I discovered a love for macro photography as well as landscapes. I find that both of these genres take me 'out of my head'. I forget about any worries that might be on my mind and I just focus on making the image. When I'm stressed, I grab my camera. With macro, it's that precise focus, depth of field, and composition that require my attention while forgetting about everything else. With landscapes, I'm out of the house viewing the beauty of nature; again looking for the depth and composition that will result in a pleasing image. Both are quiet, still, and beautiful. For me, photography continues to provide a sense of balance, an escape from tension, and a sort of therapy or meditation enabling me to face life's challenges again, but refreshed.

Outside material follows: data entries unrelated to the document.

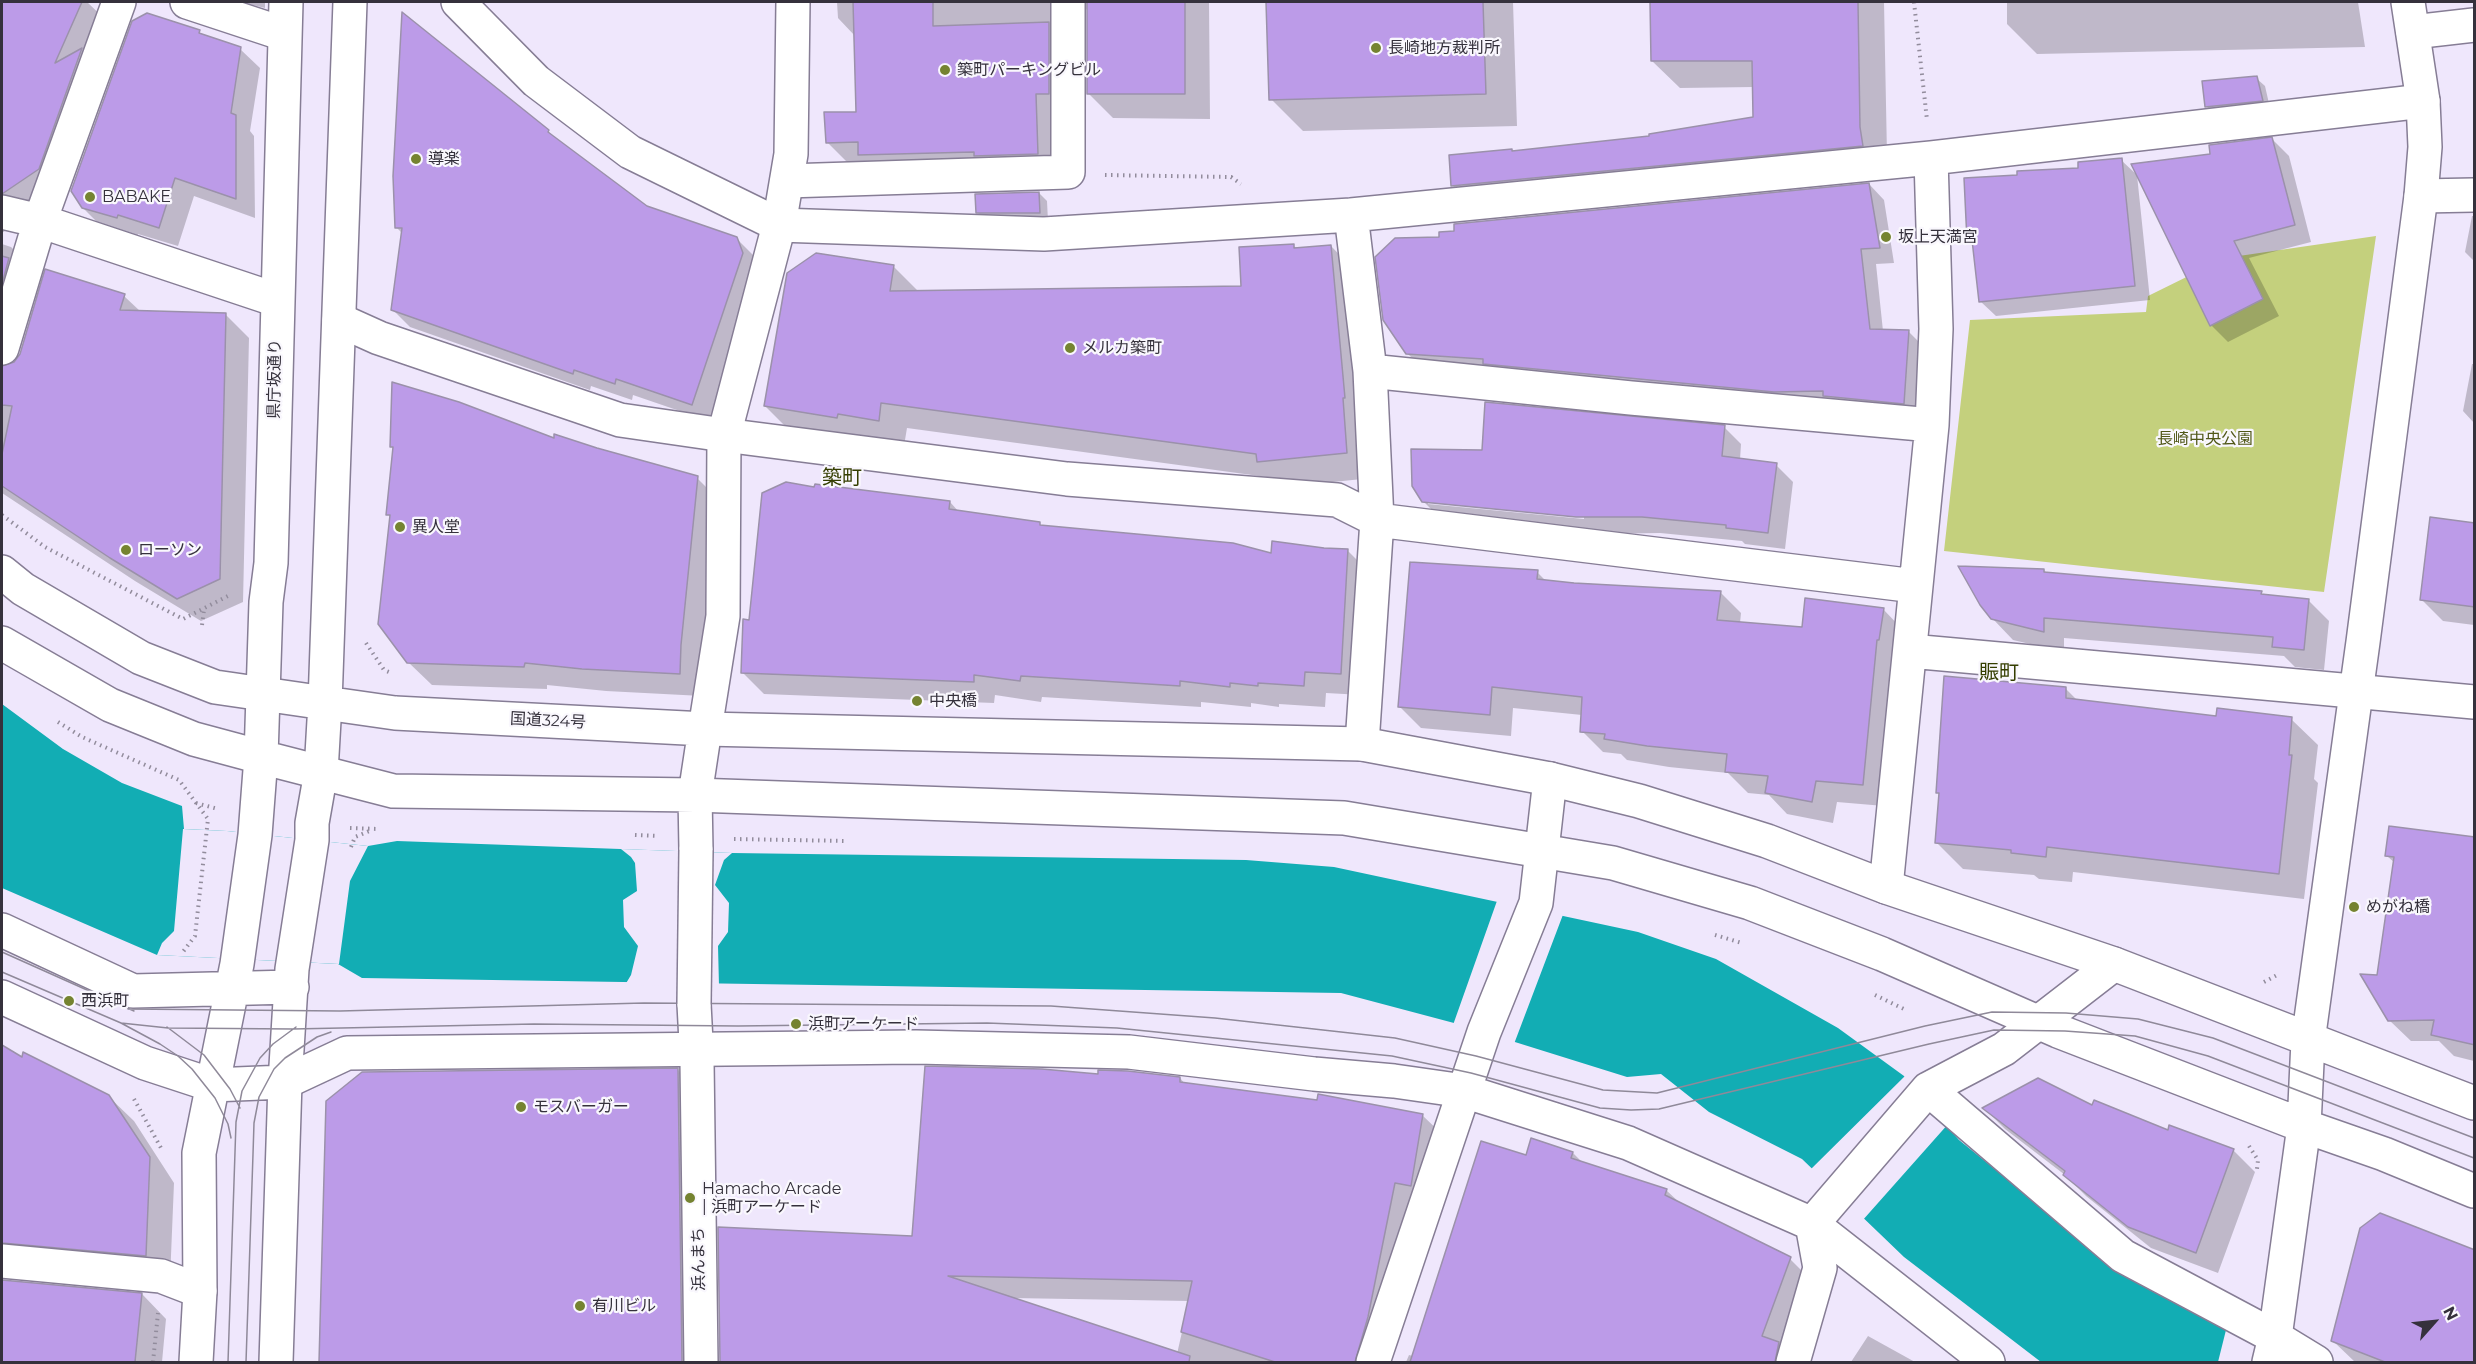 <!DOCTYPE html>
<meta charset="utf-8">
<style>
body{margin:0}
#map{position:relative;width:2476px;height:1364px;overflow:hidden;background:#efe7fc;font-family:Montserrat,sans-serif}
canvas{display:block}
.frame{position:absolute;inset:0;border:3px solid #35313c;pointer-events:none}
.north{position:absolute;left:2404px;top:1292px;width:60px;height:60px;-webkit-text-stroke:4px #f9f7fd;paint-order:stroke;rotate:63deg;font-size:16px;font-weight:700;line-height:24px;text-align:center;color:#35313c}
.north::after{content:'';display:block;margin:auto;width:21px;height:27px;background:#35313c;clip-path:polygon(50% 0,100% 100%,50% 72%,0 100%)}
</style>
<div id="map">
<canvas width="2476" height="1364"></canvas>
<div class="frame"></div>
<div class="north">N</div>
</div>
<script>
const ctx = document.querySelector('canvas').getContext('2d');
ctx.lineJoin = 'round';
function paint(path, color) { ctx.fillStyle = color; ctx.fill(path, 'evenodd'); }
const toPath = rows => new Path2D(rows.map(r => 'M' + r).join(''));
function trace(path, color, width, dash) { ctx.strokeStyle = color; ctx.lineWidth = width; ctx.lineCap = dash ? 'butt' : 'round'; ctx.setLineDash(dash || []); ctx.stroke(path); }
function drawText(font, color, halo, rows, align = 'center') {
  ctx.font = font + ' Montserrat,"Noto Sans JP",sans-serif'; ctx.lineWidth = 4.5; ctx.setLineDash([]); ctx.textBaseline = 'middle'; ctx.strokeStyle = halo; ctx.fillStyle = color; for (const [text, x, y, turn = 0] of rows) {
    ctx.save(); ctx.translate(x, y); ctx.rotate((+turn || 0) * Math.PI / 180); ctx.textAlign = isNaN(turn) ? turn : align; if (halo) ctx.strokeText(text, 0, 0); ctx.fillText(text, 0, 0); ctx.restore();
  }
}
paint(toPath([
 [2376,236,2324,592,1944,551,1970,320,2146,312,2148,296,2225,258]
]), '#c4d07d');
paint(toPath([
 [2,704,63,749,122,783,182,806,184,829,227,831,368,846,397,841,732,853,1246,860,1334,867,1638,932,1716,959,1838,1028,1904,1076,1959,1140,2113,1265,2287,1362,2041,1362,1904,1257,1802,1159,1709,1112,1661,1074,1627,1077,1454,1023,1341,993,362,978,338,964,157,955,2,888]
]), '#12adb4');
paint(toPath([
 [183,829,227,831,368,846,350,881,339,964,157,955,162,943,174,931],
 [621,849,732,853,724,860,715,885,729,903,728,932,718,946,719,986,625,985,631,975,638,946,624,927,623,900,637,891,635,863,631,857],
 [1498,898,1564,912,1514,1044,1453,1025],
 [1906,1075,1949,1123,1862,1221,1810,1170],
 [2227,1326,2290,1362,2218,1362]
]), '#efe7fc');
paint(toPath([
 [2,2,87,2,107,21,62,192,2,233],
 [241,2,265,2,265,8],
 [837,2,1209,2,1210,119,1113,118,1088,93,1088,9,1084,10,1062,179,852,167,827,142,858,113,855,36,838,18],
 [1268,2,1513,2,1517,126,1303,131,1271,99],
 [1651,2,1884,2,1887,155,1480,213,1453,186,1511,150,1514,153,1651,137,1755,118,1754,87,1680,88,1652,61],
 [2007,2,2358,2,2365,47,2037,54,2007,24],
 [240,49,260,68,250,131,254,136,255,218,194,196,178,246,138,234,137,236,103,228,83,208],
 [2256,78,2265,86,2270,108,2215,115,2207,107],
 [548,131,561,144,646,207,736,238,754,256,760,271,709,421,633,395,632,400,591,386,590,390,410,327,393,310,403,234,397,228],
 [2272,139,2289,156,2311,242,2249,258,2279,316,2228,342,2211,325,2212,155],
 [2121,160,2137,175,2150,300,1996,316,1980,301,1975,246,1968,240,2080,170],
 [1869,184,1884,200,1894,263,1876,264,1883,331,1909,332,1924,347,1919,419,1423,369,1407,353,1441,238],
 [1039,193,1047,201,1048,221,986,221,977,212],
 [2472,216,2474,216,2474,261,2465,252],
 [2,244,11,247,35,270,7,368,124,296,141,312,226,315,249,338,243,602,201,621,135,581,2,493],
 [1293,245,1297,249,1331,246,1356,272,1372,478,1284,487,1274,478,907,428,904,446,791,432,765,406,893,266,919,292,1243,287],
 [2472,364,2474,364,2474,423,2463,411],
 [1724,427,1741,444,1740,460,1776,465,1793,482,1785,549,1745,544,1742,541,1660,533,1594,534,1440,518,1423,501],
 [1428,501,1584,516,1584,519,1428,504],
 [555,440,697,478,720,501,702,696,606,691,547,685,547,689,432,685,408,662,391,518,388,514,394,449,391,446],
 [950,502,959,512,1039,524,1042,527,1272,554,1347,550,1369,572,1362,695,1326,693,1325,707,1279,704,1279,707,1251,703,1251,707,1201,702,1201,707,1042,697,1041,702,995,695,994,703,764,694,742,672,751,621],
 [2474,524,2474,625,2443,621,2422,600],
 [2044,570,2048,574,2261,593,2264,595,2308,600,2329,621,2324,670,2295,667,2284,656,2064,638,2064,652,2013,640,1992,618],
 [1537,572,1546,581,1720,592,1741,613,1740,623,1803,629,1883,609,1904,631,1884,806,1837,802,1833,823,1787,814,1769,795,1748,793,1728,773,1669,767,1627,760,1621,754,1603,752,1582,731,1582,715,1513,708,1511,736,1421,728,1399,706],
 [2065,688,2078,701,2217,717,2291,719,2318,745,2314,779,2318,783,2304,899,2073,872,2072,882,2039,879,2034,875,1963,869,1937,843,1940,795,1937,792],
 [2474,838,2474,1061,2454,1056,2439,1041,2411,1041,2389,1020,2378,977,2395,863,2387,856],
 [2,1047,24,1060,108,1096,134,1121,174,1183,170,1280,38,1267,13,1242,14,1225,2,1224],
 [678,1070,699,1091,703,1362,321,1362,328,1102],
 [1099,1076,1180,1078,1185,1084,1422,1115,1444,1136,1381,1362,721,1362,719,1228,913,1237],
 [1011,1298,1189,1301,1177,1354],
 [2093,1107,2169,1132,2170,1127,2234,1151,2255,1172,2218,1273,2151,1248,2086,1196,2065,1175,2005,1129,1984,1108],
 [1573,1153,1583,1163,1666,1190,1681,1204,1790,1259,1811,1280,1794,1362,1406,1362,1409,1355,1413,1356,1527,1156],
 [2474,1252,2474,1362,2355,1362,2333,1341],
 [2,1281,142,1294,166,1319,162,1362,2,1362],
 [1868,1336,1915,1362,1851,1362]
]), '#0003');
const building = toPath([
 [2,2,82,2,55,63,82,48,39,169,2,194,2,2],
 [853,2,933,2,933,26,1049,22,1049,94,1036,94,1038,154,974,156,974,152,858,155,858,142,826,143,824,112,856,112,853,2],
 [1087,2,1185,2,1185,94,1087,94,1087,2],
 [1266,2,1483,2,1486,94,1269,100,1266,2],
 [1650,2,1858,2,1860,127,1863,146,1451,186,1449,155,1512,149,1512,151,1649,136,1649,134,1753,117,1752,61,1651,61,1650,2],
 [402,12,549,130,548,132,647,206,737,237,743,253,692,405,616,379,615,384,574,370,573,374,391,310,402,228,395,228,393,176,402,12],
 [147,13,200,30,199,33,241,47,231,113,236,115,236,199,175,178,159,228,118,215,117,218,82,208,71,191,132,21,147,13],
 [2257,76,2263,101,2205,107,2202,81,2257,76],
 [2272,137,2295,225,2234,241,2263,299,2210,326,2131,164,2210,154,2209,145,2272,137],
 [2122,158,2135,286,1979,302,1972,240,1967,241,1964,178,2017,175,2017,171,2078,168,2078,162,2122,158],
 [1869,183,1880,248,1861,249,1870,329,1909,330,1904,404,1823,396,1823,391,1774,392,1483,364,1483,359,1406,354,1383,320,1375,257,1395,238,1439,237,1439,232,1454,231,1454,224,1869,183],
 [1039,192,1040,213,976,213,975,194,1039,192],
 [1294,244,1294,248,1331,245,1345,398,1343,398,1347,453,1257,462,1256,454,881,403,879,421,838,414,837,418,764,406,787,273,816,253,894,265,890,291,1241,286,1239,247,1294,244],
 [2,256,9,258,2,284,2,256],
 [45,269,125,294,120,310,226,313,220,579,177,599,110,558,2,486,2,454,12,406,2,405,2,366,14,362,20,354,45,269],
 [392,382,459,402,554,438,554,434,597,448,698,476,681,645,680,674,582,669,525,663,524,667,407,663,378,624,390,515,386,515,393,447,390,447,392,382],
 [1485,402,1725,425,1722,456,1777,463,1768,533,1726,528,1726,525,1642,517,1576,517,1422,502,1412,486,1411,449,1482,450,1485,402],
 [786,482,814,487,815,484,950,501,949,509,1040,522,1040,525,1233,543,1271,553,1272,541,1324,548,1348,549,1341,674,1305,672,1304,686,1258,683,1258,686,1230,683,1230,687,1180,681,1180,686,1021,676,1020,681,974,675,974,682,741,673,743,619,749,620,762,493,786,482],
 [2430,517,2475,523,2475,607,2420,600,2430,517],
 [1410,562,1538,570,1537,579,1574,583,1721,591,1717,620,1802,627,1805,598,1884,608,1879,640,1877,640,1863,785,1816,781,1812,802,1765,793,1768,776,1725,772,1727,754,1647,746,1604,739,1605,734,1580,732,1582,697,1492,687,1490,715,1398,707,1410,562],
 [1958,566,2044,569,2044,572,2262,591,2261,594,2309,599,2304,650,2272,647,2273,637,2044,618,2044,632,1991,619,1980,605,1958,566],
 [1944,676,2066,687,2066,698,2216,716,2217,708,2292,717,2289,755,2292,755,2279,874,2047,847,2046,857,2011,853,2011,850,1935,843,1939,793,1936,793,1944,676],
 [2389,826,2475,837,2475,1045,2431,1035,2434,1020,2388,1021,2360,974,2377,975,2394,857,2385,856,2389,826],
 [2,1045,22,1057,23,1052,109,1095,150,1157,146,1256,2,1243,2,1045],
 [925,1066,1042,1069,1098,1074,1098,1070,1128,1071,1180,1077,1180,1082,1317,1100,1318,1094,1423,1114,1411,1186,1395,1183,1368,1317,1355,1362,1275,1362,1181,1332,1192,1281,948,1276,1190,1356,1189,1362,720,1362,718,1227,912,1236,925,1066],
 [678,1068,682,1362,319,1362,326,1101,362,1072,678,1068],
 [2038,1078,2092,1105,2094,1100,2168,1130,2169,1125,2234,1149,2196,1253,2128,1227,2063,1175,2065,1171,1982,1108,2038,1078],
 [1531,1138,1573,1152,1571,1158,1667,1189,1665,1195,1791,1257,1762,1336,1779,1342,1775,1362,1410,1362,1481,1141,1526,1155,1531,1138],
 [2380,1213,2475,1250,2475,1362,2385,1362,2331,1341,2360,1228,2380,1213],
 [2,1280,142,1293,135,1362,2,1362,2,1280]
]);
paint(building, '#bc9be8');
trace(building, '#9b91aa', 1.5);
const street = toPath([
 [187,2,284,34],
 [458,2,536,81,630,152,779,225,1044,234,1351,215,1931,158,2423,101],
 [2413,32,2474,25],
 [787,181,1068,172,1068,2],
 [2421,196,2474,195],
 [2,212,40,221,277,300],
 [1351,215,1370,371,1377,520,1362,744],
 [339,320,379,338,620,420,724,435,1067,479,1337,500,1377,520,1915,586],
 [2,348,40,221,119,2],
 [1370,371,1631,398,1932,425],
 [1910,651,2474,702],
 [1886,887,1932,425,1936,329,1931,158],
 [285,1082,347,1053,916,1047,1129,1052,1314,1074,1394,1081,1464,1091,1628,1143,1812,1224,1988,1362],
 [1928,1089,2123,1256,2275,1337,2316,1362],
 [1812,1224,1928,1089,2004,1049,2114,964],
 [2,1261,161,1276,200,1291],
 [1373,1362,1484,1032,1536,903,1550,779],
 [1793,1362,1820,1268,1812,1224]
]);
const secondary = toPath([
 [793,2,791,154,779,225,724,435,723,616,705,729,1362,744,1550,779,1639,801,1767,841,1886,887,2114,964,2474,1103],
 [2,572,23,589,141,658,215,687,325,703,321,772,312,823,312,840,292,969,285,1082,276,1362],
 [2,643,110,705,194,739,261,757,255,835,237,964,199,1153,200,1291,196,1362],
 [695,795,1344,818,1613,863,1750,903,1882,954,2058,1031,2304,1126,2384,1154,2474,1191],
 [2,930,133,991,292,987],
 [2,997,145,1063,212,1085,285,1082],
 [2269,1362,2275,1337,2304,1126,2308,1041,2363,642,2421,196,2425,147,2423,101,2408,2]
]);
const highway = toPath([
 [286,2,271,563,266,602,261,757,393,791,695,795],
 [350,2,325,703,395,713,705,729,695,795,696,850],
 [694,1004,697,1061,701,1362]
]);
trace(street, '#867d95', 36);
trace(secondary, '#867d95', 36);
trace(highway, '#867d95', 36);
trace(toPath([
 [1914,2,1927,120],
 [1105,175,1231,177,1241,184],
 [2,515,45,547,183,619,228,596],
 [202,625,204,610],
 [366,643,384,670,389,672],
 [58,722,82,737,179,780,208,819,195,936,182,953],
 [196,803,218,809],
 [350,828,379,829],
 [635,835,658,836],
 [734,839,847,841],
 [351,847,355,837,372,830],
 [1715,935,1742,943],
 [2264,982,2279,974],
 [1875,995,1906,1010],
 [134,1099,161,1148],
 [2249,1146,2258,1160,2257,1169],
 [153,1362,158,1313]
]), '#928c9c', 4, [1.5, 4.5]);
trace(street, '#fff', 33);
trace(secondary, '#fff', 33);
trace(highway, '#fff', 33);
trace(toPath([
 [2,952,134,1011],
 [2,972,121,1023,160,1044,178,1056,192,1069,215,1098,228,1124,231,1138],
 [128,1009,340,1011,644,1003,1051,1006,1215,1018,1395,1038,1476,1056,1603,1090,1657,1093,1925,1026,1992,1012,2066,1013,2138,1019,2213,1038,2474,1138],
 [121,1023,168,1028,293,1029,534,1024,738,1026,987,1023,1117,1028,1392,1056,1471,1073,1600,1108,1631,1110,1659,1109,1929,1044,1994,1030,2065,1031,2135,1036,2208,1056,2474,1158],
 [167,1027,204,1055,230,1089,240,1108],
 [228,1362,236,1122,242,1091,260,1058,273,1044,296,1027],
 [246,1362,253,1154,254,1123,259,1097,274,1069,285,1058,317,1037,331,1032]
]), '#8f8999', 1.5);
const highwayBridge = toPath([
 [694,1004,696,850]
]);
trace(highwayBridge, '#867d95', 36, []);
trace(highwayBridge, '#fff', 33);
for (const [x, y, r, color] of [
 [1376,48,6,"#758331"],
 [945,70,6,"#758331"],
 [416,159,6,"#758331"],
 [90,197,6,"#758331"],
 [1886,237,6,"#758331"],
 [1070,348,6,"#758331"],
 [400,527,6,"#758331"],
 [126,550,6,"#758331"],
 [917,701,6,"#758331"],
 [2354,907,6,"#758331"],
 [69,1001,6,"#758331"],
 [796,1024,6,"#758331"],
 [521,1107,6,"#758331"],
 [690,1198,6,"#758331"],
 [580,1306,6,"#758331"]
]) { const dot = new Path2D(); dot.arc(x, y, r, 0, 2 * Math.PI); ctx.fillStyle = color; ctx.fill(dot); trace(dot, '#f9f7fd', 2); }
drawText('16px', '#35313c', '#f9f7fd', [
 ["長崎地方裁判所",1388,48],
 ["築町パーキングビル",957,70],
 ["導楽",428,159],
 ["BABAKE",102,197],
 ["坂上天満宮",1898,237],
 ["メルカ築町",1082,348],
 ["異人堂",412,527],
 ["ローソン",138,550],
 ["中央橋",929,701],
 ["めがね橋",2366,907],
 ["西浜町",81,1001],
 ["浜町アーケード",808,1024],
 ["モスバーガー",533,1107],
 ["Hamacho Arcade",702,1189],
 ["| 浜町アーケード",702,1207],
 ["有川ビル",592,1306]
], 'left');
drawText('16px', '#35313c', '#f9f7fd', [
 ["県庁坂通り",275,379,-89],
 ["国道324号",548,721,3],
 ["浜んまち",699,1259,-91]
]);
drawText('16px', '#515818', '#f9f7fd', [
 ["長崎中央公園",2205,439]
]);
drawText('20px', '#343d00', '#f9f7fd', [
 ["築町",842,478],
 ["賑町",1999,673]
]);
</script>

I've always been a maker... from friendship bracelets and little sewing projects as a kid, to quilts and DIY projects as an adult, I've always just had an urge to make stuff. But about a year into this parenting thing I realized I'd put all those maker urges on the back burner, and not having a creative outlet was making me a rather unpleasant person to be around. It was right around that time I decided to finally learn to shoot in manual, and photography turned out to be exactly what I needed to restore my sense of self. It gives me an opportunity, every single day if I want, to get those creative juices flowing. Selfishly, I get to indulge in something I love that fulfills me creatively, but the bonus is that the images I'm creating serve to document my family's story. Mama stays sane, our walls and photo albums fill up with memories, and everybody wins.
I love this question because I've been thinking about this a lot in my own life! I'm currently reading "Big Magic" by Elizabeth Gilbert, and she writes about the idea of being a "maker" and how humans have been creative beings for a really long time. It's a part of who we are. She says, "You do not need anyone's permission to live a creative life."
I know that photography provides a balance in my life because right now, it's not there. It's the slow season for me, right after the holidays. The clients are few and far between and I'm not picking up my camera as much as I normally do. At first I looked at it like a break, a vacation for my aching right hand that grips my Nikon. But I realize photography is so much more than that. It reminds me I'm a creative person, it forces me to use that other part of my brain, the part that isn't thinking about homework and after school activities. It balances out the everyday, the routine, the expected. Because no two sessions are alike. There's always something new, something exciting. Not that life itself doesn't have its moments. I still get nervous when I go out and shoot. And then when it's over, I look forward to going home to my family. There's the balance. Lucky me!
Photography balances out all the parts of me that I give to other people. It's something that is for me - and in the days of too many diapers, not enough sleep, and feeling like I am stretched too thin, being able to hold onto something that is just for me, just mine, is so important. It lets me be all the things I need to be for other people, because it gives me a place I can just be.